Un an après l’assassinat des experts de l’ONU pour la RDC Michael Sharp et Zaida Catalán, leur ex-collègue revient sur la difficile quête de la vérité dans cette affaire nébuleuse. Il rend aussi hommage à leur professionnalisme, leur humanité et leur amour pour ce pays.

Tribune. Il y a exactement un an, le 12 mars 2017, alors qu’ils se trouvaient au Kasaï en train d’enquêter sur des violations du droit international humanitaire, Michael et Zaida – mes collègues au sein du Groupe d’experts de l’ONU sur la République démocratique du Congo – furent capturés près de Kananga au Kasaï. Vers 17 heures ils étaient assassinés dans un piège préparé et filmé. C’est un crime inédit, autant pour son cynisme profane que son symbolisme politique. Les auteurs de cet assassinat prémédité restent inconnus.
Des investigations sans résultat

Après la découverte des corps des deux experts, fin mars, les Nations unies ont lancé un comité d’enquête (Board of Inquiry) afin de faire la lumière sur les circonstances de leur double meurtre. En août, le secrétaire général Antonio Guterres a reçu le rapport dudit Board qui a très vite fuité. Malheureusement, ce rapport ne contient aucune preuve, ni sur les auteurs, ni sur le déroulement du crime. Les pages de ce rapport sont en revanche pleines de suppositions étranges et infondées ainsi que d’insultes implicites envers les victimes, qui ne peuvent pas se défendre. Autrement dit, ce Board n’était pas soumis aux « standards de preuve » imposés aux rapports du groupe d’experts.

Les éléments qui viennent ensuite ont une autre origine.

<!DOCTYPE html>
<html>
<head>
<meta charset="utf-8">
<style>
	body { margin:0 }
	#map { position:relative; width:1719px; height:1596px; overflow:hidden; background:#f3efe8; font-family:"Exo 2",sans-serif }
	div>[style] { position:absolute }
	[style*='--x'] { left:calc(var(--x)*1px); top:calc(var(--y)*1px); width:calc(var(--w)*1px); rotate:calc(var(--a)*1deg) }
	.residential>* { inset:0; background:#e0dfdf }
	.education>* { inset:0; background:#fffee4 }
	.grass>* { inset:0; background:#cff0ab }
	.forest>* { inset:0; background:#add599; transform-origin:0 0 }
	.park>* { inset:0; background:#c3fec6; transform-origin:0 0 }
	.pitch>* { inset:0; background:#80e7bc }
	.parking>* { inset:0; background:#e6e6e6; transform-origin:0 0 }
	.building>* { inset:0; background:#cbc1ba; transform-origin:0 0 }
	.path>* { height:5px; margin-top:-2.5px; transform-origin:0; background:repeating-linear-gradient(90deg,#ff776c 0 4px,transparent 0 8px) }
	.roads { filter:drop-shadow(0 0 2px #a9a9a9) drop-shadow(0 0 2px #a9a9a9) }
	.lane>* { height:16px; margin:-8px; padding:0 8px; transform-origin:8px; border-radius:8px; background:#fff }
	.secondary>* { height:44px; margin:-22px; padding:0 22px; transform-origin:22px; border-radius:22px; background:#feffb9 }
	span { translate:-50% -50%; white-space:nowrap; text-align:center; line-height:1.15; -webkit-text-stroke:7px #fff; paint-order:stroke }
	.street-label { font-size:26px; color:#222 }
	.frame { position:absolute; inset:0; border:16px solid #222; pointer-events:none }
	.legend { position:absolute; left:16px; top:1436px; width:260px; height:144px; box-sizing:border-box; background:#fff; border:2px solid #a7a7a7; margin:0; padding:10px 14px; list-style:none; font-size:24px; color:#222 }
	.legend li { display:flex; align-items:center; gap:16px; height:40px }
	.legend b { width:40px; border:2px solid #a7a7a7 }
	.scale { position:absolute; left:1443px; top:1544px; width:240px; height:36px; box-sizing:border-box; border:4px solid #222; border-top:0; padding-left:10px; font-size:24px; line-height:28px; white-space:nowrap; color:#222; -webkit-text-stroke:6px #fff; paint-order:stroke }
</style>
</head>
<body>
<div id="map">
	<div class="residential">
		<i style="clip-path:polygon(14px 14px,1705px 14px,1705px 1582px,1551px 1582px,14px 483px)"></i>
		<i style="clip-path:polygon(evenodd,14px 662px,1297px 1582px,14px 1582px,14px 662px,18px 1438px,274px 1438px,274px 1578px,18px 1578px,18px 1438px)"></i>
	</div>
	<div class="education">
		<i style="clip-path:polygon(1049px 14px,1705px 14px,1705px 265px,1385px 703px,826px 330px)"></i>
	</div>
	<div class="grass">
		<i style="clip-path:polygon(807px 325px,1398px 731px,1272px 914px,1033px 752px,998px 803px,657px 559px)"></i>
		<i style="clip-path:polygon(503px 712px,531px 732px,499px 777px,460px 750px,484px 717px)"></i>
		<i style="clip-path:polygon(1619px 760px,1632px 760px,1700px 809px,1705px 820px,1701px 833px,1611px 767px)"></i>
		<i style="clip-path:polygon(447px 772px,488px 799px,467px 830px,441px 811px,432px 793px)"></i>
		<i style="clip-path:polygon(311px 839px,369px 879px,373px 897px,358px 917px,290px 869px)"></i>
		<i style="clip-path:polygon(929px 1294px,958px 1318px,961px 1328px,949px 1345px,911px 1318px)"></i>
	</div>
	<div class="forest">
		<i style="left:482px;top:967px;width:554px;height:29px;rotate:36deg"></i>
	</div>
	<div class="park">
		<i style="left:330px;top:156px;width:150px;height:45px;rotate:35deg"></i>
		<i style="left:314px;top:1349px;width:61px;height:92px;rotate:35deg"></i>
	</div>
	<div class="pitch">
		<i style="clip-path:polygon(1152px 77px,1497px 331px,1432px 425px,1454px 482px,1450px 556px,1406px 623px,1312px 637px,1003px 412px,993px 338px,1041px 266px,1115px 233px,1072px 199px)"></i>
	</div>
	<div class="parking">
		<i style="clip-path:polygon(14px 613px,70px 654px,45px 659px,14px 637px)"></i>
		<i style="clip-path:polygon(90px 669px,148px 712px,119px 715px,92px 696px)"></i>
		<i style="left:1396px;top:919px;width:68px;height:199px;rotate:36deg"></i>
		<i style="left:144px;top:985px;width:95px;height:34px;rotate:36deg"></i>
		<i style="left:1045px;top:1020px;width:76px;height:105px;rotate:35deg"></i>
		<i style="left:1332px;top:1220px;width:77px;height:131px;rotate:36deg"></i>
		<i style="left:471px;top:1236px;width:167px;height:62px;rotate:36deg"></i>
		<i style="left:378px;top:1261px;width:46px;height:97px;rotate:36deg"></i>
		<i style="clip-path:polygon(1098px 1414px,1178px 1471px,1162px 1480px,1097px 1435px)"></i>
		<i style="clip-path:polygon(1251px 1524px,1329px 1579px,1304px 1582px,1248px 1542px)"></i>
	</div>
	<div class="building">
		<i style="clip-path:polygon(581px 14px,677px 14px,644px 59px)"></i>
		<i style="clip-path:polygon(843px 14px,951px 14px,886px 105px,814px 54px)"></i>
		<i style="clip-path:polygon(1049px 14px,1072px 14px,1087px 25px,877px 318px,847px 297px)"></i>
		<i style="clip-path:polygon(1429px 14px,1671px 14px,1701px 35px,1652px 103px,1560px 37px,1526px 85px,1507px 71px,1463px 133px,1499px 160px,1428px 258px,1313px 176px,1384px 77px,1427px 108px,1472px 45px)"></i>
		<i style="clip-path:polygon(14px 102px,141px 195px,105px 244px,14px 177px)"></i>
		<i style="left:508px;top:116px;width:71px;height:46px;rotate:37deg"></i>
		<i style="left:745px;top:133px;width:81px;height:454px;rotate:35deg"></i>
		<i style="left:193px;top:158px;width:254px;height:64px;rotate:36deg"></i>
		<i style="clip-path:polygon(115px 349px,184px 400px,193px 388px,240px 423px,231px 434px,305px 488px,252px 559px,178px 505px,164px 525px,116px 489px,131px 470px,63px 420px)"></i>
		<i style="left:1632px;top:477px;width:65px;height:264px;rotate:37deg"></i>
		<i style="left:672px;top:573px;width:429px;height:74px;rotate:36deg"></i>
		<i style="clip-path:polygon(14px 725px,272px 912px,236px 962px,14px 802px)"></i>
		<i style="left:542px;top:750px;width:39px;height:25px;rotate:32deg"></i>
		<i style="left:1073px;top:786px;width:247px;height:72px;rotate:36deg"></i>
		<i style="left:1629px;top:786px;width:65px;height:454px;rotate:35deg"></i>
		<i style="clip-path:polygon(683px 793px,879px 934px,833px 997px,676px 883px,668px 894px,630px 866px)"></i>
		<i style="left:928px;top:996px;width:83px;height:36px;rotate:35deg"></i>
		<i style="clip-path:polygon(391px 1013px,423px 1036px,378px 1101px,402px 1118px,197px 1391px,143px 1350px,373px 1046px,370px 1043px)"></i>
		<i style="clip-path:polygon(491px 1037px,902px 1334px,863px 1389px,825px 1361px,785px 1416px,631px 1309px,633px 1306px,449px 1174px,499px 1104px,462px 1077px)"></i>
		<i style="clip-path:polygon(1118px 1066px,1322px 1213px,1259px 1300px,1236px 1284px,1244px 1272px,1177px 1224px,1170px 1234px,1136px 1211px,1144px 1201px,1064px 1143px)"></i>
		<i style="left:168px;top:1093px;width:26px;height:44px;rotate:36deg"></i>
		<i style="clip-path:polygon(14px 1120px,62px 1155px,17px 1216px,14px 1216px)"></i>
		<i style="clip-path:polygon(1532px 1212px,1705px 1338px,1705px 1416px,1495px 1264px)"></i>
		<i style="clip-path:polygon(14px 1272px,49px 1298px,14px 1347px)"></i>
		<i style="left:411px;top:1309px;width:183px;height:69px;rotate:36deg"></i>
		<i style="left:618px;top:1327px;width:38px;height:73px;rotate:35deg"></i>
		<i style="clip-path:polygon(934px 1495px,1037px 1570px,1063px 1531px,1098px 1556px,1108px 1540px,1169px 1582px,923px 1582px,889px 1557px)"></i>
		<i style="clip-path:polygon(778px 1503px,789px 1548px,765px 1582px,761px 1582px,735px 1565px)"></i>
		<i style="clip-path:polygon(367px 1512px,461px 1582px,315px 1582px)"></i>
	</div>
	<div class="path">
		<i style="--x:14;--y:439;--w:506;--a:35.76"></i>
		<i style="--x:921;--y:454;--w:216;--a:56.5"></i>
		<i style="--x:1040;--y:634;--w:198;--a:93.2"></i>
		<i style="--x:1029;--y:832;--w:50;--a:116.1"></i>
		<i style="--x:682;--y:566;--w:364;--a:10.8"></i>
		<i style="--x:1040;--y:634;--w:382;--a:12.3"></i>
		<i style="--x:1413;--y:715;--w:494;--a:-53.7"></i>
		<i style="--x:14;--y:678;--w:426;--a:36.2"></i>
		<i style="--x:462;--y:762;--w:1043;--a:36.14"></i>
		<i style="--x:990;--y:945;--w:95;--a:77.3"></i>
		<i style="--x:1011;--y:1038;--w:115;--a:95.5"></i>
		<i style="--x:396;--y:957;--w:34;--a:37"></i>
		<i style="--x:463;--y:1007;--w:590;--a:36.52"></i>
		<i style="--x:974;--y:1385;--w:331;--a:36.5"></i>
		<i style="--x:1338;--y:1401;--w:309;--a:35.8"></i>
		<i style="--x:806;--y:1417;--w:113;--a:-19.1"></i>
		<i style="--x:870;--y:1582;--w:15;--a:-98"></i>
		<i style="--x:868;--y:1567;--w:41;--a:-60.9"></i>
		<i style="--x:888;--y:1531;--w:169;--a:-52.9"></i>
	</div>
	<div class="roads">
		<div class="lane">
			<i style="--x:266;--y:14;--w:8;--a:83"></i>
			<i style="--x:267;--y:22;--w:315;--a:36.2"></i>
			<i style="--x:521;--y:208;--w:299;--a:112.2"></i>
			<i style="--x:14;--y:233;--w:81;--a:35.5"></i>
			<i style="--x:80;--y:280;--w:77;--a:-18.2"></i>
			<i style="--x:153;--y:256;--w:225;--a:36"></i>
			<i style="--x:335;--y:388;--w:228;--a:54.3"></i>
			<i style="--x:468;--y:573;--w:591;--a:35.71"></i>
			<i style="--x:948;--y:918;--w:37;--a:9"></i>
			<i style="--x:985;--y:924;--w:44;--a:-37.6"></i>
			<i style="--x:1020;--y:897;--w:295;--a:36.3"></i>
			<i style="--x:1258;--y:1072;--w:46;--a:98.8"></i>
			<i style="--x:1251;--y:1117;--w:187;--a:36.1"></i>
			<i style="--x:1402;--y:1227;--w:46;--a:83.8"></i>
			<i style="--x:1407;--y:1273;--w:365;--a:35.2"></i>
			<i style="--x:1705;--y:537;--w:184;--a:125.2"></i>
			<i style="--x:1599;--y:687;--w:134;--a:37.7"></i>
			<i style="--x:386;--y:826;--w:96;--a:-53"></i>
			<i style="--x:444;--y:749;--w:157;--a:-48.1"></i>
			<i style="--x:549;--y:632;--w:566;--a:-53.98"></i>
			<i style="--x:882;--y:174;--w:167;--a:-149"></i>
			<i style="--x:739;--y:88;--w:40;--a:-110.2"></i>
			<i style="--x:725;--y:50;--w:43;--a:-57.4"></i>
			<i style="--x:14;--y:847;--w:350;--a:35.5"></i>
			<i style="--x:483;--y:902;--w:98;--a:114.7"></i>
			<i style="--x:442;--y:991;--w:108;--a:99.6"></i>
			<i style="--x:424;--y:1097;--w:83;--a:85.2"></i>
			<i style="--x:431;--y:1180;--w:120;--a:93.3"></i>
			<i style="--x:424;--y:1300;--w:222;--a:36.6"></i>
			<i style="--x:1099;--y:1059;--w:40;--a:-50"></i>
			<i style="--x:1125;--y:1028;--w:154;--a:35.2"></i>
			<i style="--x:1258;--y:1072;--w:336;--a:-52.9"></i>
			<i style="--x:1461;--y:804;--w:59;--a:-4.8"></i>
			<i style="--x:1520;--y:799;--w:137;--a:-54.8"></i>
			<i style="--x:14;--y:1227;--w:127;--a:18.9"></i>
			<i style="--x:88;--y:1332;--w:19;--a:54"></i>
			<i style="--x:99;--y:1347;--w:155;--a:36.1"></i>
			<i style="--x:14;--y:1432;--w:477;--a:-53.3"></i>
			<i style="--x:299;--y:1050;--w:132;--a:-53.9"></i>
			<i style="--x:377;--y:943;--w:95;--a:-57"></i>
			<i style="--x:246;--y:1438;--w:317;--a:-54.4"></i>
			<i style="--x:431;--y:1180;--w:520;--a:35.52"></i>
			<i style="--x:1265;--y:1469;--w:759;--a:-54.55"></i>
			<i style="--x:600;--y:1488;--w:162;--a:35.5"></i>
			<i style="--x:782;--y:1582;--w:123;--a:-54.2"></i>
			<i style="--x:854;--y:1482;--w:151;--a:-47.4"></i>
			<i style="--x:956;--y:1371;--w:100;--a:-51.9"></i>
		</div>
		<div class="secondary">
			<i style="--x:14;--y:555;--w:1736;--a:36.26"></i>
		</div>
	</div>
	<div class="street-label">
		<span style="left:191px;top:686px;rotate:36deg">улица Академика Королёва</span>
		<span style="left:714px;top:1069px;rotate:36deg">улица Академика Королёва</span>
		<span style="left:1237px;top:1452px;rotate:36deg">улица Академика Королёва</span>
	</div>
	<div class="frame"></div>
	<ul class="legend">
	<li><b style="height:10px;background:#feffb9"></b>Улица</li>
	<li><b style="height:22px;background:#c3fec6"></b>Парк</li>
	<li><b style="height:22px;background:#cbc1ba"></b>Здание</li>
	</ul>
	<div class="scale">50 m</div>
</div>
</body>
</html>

La justice congolaise s’est ensuite mise au travail – perturbée par certaines sorties médiatiques qui ne méritent pas d’être commentées. Elle a depuis été rejointe par un mécanisme de suivi onusien, à l’automne 2017. Ces investigations n’ayant eu aucun résultat final, les enquêtes de Radio France Internationale (RFI) et Reuters restent, un an après et malgré de nombreuses questions restées en suspens, les seules tentatives systématiques de répondre aux questions « comment », « pourquoi » et « qui ».